____ Records for this task

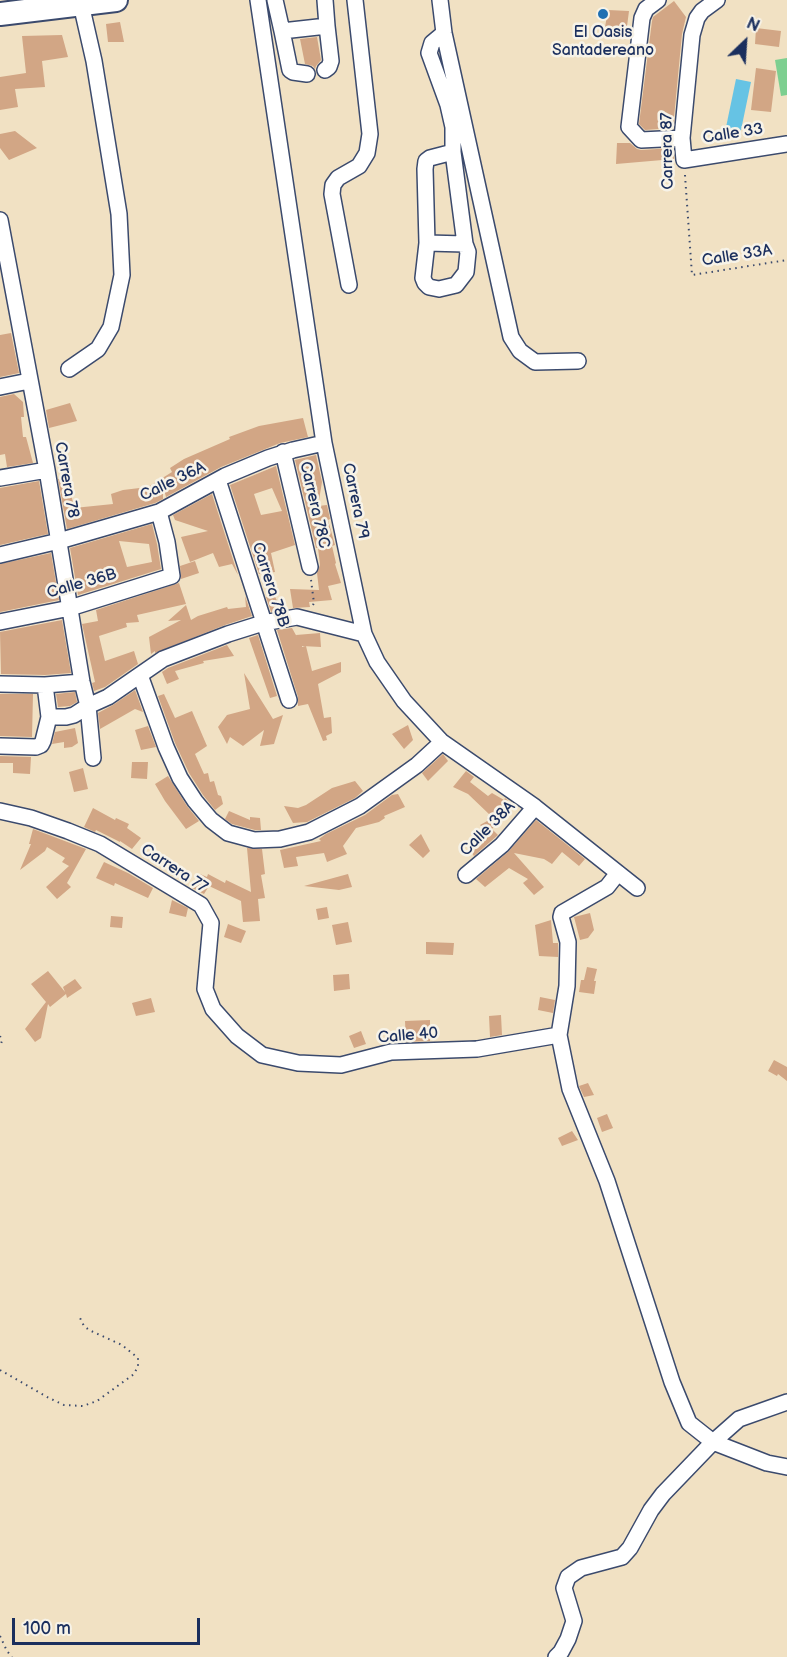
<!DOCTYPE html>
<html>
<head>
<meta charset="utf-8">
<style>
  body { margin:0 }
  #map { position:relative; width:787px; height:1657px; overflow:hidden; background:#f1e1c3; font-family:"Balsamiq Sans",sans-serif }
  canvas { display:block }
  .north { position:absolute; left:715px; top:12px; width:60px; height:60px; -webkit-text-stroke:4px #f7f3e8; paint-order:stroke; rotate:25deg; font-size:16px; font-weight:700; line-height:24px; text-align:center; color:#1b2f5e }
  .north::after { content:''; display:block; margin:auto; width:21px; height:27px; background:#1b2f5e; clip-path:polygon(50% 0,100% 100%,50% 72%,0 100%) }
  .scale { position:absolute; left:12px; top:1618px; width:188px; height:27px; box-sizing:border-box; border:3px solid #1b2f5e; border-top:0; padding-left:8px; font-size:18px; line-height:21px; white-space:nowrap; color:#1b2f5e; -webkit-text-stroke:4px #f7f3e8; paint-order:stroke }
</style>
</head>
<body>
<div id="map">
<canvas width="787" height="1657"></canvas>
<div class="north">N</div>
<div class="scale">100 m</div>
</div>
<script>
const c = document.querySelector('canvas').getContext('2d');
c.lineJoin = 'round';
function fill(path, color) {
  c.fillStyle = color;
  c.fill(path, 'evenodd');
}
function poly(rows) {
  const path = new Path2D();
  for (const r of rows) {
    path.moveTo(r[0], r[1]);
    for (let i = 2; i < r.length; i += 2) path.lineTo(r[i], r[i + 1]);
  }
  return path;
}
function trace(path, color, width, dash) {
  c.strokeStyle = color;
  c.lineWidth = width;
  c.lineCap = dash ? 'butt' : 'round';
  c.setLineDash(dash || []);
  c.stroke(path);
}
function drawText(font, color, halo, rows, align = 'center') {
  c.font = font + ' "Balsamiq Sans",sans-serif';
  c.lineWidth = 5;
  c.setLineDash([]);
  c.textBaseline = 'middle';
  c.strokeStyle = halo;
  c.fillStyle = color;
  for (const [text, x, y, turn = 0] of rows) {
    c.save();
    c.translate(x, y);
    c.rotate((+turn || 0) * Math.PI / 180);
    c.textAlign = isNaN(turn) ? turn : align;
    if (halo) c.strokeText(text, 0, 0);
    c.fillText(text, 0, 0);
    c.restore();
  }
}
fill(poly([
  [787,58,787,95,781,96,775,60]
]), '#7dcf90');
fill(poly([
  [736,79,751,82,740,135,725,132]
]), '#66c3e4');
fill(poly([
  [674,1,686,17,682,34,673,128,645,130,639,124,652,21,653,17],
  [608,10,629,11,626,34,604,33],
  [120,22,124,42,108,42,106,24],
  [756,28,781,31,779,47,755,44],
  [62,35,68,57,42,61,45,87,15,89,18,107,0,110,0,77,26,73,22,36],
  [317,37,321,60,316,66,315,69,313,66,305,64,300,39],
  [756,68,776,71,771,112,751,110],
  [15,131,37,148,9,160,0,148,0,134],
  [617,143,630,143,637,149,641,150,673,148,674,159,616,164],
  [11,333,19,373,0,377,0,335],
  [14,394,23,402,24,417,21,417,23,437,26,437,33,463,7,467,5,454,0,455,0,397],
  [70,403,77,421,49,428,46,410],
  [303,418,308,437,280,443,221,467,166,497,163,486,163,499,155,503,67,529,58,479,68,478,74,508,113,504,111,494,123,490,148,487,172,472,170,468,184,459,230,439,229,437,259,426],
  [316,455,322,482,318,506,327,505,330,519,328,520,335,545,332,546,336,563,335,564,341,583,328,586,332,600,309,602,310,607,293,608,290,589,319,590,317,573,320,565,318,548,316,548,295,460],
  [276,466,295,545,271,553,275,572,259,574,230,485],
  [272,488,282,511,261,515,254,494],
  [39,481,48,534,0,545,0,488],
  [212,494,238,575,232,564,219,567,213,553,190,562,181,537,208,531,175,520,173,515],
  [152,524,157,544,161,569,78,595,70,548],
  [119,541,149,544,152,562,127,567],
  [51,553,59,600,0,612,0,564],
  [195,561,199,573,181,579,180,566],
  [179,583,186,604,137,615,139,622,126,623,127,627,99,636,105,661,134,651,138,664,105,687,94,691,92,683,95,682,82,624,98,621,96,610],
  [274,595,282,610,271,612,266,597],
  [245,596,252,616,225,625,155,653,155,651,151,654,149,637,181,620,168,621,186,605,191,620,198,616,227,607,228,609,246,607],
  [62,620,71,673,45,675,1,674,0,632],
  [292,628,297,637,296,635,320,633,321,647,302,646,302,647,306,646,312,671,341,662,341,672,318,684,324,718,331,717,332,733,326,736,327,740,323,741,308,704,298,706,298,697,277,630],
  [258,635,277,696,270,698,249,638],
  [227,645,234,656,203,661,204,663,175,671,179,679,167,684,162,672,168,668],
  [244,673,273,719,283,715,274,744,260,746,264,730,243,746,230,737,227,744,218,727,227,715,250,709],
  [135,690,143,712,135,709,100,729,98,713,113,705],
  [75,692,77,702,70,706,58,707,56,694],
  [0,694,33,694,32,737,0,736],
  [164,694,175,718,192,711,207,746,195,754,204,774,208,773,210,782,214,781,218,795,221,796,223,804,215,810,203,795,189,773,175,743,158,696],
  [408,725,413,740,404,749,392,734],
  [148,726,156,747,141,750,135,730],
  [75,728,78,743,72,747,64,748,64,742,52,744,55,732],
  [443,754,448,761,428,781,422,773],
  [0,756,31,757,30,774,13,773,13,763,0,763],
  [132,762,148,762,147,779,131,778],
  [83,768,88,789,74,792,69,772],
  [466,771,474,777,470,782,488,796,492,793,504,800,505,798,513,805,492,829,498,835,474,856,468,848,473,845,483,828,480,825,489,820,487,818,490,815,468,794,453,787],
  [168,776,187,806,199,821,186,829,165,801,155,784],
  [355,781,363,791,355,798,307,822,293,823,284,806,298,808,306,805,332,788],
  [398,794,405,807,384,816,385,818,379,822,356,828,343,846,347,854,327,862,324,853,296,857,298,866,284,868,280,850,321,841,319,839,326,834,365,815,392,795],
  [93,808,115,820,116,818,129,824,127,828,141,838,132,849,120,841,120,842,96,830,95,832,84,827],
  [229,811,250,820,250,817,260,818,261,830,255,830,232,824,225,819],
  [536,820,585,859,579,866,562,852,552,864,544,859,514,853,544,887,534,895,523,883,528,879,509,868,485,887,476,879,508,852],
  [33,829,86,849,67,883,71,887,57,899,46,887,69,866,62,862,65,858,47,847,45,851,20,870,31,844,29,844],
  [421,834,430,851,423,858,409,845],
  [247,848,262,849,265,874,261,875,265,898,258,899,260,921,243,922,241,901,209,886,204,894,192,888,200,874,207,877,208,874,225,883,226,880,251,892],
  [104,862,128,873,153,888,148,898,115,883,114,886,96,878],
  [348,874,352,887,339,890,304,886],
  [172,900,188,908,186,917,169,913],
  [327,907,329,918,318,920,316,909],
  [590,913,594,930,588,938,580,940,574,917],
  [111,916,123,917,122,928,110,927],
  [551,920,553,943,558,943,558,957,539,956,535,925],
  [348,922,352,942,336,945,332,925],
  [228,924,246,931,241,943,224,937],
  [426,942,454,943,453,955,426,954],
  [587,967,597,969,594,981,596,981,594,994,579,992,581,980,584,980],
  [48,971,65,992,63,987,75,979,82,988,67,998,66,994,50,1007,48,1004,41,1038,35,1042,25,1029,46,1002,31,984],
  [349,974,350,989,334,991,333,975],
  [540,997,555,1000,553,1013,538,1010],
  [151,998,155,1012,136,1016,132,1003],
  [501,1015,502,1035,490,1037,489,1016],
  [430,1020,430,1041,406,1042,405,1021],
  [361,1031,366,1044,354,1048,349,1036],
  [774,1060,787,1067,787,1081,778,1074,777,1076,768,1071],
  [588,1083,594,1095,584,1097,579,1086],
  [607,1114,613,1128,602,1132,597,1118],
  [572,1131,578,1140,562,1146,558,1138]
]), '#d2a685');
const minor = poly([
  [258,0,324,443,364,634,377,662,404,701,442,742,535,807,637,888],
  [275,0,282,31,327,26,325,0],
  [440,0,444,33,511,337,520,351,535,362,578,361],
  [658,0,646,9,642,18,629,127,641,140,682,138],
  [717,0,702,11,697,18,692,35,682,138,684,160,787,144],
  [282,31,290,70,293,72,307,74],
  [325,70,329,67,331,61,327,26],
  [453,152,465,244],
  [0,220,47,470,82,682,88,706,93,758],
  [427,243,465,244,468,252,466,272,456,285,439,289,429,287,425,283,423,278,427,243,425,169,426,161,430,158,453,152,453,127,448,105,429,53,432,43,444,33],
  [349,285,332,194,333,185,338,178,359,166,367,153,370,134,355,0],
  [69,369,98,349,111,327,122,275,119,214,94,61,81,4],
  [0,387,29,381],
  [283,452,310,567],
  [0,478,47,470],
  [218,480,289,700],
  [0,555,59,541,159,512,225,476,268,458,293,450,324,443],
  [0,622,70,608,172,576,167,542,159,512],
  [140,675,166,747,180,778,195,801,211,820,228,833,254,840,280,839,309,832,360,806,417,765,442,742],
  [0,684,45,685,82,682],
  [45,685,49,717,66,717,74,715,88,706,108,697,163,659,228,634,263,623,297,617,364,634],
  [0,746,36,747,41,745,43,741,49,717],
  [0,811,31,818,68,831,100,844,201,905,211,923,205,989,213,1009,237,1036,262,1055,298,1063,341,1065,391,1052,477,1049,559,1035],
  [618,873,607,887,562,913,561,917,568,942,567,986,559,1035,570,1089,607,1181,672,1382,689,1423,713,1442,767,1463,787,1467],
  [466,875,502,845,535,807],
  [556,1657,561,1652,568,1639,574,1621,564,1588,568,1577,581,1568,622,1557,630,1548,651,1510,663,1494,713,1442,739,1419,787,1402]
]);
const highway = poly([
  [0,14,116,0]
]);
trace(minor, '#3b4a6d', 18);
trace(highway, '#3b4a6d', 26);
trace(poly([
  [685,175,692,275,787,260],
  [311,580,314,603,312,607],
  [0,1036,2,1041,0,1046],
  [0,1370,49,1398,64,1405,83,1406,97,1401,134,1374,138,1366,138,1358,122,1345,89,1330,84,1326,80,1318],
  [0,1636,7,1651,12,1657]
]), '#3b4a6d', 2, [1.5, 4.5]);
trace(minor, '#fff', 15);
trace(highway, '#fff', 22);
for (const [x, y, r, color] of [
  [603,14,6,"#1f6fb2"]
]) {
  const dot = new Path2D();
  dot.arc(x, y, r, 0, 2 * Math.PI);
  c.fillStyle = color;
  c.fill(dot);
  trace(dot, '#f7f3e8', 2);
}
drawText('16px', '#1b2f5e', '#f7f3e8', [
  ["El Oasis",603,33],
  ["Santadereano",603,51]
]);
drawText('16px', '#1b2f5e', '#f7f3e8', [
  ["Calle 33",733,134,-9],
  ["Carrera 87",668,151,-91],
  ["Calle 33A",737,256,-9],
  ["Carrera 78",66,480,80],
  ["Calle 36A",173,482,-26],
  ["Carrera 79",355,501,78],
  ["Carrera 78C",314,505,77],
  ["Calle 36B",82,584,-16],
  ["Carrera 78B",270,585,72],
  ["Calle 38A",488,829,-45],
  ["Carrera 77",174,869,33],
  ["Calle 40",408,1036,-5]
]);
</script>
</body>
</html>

________
____ Records for this task

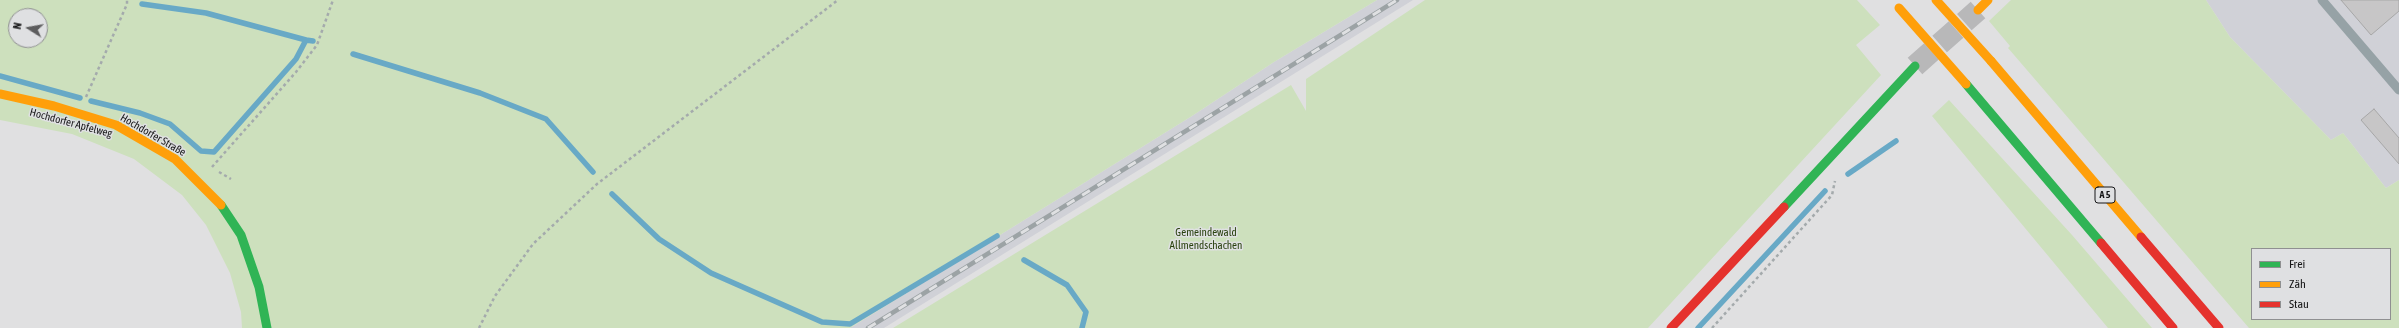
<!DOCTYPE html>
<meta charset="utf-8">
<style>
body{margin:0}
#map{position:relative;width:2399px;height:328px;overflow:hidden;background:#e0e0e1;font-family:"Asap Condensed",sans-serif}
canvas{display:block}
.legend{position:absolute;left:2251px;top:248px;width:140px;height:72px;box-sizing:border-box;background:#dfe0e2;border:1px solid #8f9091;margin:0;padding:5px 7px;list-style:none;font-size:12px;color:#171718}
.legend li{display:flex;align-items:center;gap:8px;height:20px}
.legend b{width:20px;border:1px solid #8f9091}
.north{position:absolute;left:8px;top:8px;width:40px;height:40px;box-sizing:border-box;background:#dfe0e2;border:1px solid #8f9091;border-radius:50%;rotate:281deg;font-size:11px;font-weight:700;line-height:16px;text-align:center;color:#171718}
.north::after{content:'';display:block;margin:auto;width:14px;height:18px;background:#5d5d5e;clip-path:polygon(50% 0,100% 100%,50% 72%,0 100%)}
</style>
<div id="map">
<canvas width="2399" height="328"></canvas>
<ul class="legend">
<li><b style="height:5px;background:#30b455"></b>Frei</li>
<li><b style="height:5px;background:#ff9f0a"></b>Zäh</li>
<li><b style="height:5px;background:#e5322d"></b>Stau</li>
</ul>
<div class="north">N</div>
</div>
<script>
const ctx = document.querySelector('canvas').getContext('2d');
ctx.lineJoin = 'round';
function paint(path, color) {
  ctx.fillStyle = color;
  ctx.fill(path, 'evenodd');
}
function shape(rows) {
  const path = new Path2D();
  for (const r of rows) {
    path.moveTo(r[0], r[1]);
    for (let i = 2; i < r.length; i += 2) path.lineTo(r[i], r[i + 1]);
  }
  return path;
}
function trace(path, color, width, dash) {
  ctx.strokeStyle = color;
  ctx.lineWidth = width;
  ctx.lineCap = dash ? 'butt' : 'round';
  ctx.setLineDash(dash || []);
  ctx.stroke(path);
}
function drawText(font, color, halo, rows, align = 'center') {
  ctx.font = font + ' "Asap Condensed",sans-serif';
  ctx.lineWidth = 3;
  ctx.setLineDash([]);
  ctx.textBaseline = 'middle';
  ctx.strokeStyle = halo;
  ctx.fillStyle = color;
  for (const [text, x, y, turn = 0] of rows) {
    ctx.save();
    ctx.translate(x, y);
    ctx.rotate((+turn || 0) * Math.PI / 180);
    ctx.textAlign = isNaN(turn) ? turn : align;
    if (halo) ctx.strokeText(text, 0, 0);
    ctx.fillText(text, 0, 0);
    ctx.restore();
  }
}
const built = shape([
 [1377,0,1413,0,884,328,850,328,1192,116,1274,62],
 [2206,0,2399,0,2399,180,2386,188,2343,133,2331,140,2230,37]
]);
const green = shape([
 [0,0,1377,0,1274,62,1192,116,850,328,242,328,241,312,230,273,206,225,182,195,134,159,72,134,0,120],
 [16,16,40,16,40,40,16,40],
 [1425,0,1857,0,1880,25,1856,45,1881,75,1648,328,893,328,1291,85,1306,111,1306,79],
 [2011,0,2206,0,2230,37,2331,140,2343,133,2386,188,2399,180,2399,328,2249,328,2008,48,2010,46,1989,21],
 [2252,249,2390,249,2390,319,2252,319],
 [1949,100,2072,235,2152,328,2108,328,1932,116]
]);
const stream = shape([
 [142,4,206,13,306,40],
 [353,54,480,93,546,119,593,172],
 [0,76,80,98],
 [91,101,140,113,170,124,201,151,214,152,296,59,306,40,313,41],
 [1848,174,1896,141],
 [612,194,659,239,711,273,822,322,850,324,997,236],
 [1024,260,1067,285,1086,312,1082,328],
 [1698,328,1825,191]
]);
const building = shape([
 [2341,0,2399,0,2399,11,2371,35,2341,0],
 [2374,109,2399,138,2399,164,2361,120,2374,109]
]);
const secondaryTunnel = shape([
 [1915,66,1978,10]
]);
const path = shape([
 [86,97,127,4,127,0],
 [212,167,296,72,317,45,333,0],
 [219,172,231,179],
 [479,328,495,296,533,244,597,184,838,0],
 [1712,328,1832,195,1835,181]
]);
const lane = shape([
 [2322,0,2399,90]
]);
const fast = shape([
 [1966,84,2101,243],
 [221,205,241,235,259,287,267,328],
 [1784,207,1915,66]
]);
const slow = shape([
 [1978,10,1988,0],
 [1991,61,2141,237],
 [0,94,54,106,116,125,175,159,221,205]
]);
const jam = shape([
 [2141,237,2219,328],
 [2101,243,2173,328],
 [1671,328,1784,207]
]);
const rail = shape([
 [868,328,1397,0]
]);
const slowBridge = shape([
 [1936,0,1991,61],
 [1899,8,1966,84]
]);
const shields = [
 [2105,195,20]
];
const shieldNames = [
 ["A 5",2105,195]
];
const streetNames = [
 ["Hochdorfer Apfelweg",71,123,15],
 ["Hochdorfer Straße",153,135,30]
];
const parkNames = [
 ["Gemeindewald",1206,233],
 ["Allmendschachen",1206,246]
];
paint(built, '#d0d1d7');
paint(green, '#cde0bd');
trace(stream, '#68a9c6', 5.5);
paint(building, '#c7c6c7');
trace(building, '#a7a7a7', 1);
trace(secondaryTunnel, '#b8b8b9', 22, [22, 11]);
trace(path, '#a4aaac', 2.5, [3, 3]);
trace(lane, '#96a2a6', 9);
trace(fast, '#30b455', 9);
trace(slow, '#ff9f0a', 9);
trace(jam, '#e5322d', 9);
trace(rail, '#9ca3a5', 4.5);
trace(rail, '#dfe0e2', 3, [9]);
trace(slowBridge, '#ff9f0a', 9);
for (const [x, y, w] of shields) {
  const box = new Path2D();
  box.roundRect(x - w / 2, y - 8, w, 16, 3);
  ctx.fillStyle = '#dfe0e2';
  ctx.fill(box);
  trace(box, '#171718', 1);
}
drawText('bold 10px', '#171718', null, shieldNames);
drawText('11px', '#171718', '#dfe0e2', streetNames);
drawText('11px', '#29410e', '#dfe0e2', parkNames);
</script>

________

## Task instructions
Among the lines above, find the one with "ctx.lineWidth = width;" and the one with "ctx.fillText(text, 0, 0);". Quote both and everything between them, exactly.

## Solution for this task
  ctx.lineWidth = width;
  ctx.lineCap = dash ? 'butt' : 'round';
  ctx.setLineDash(dash || []);
  ctx.stroke(path);
}
function drawText(font, color, halo, rows, align = 'center') {
  ctx.font = font + ' "Asap Condensed",sans-serif';
  ctx.lineWidth = 3;
  ctx.setLineDash([]);
  ctx.textBaseline = 'middle';
  ctx.strokeStyle = halo;
  ctx.fillStyle = color;
  for (const [text, x, y, turn = 0] of rows) {
    ctx.save();
    ctx.translate(x, y);
    ctx.rotate((+turn || 0) * Math.PI / 180);
    ctx.textAlign = isNaN(turn) ? turn : align;
    if (halo) ctx.strokeText(text, 0, 0);
    ctx.fillText(text, 0, 0);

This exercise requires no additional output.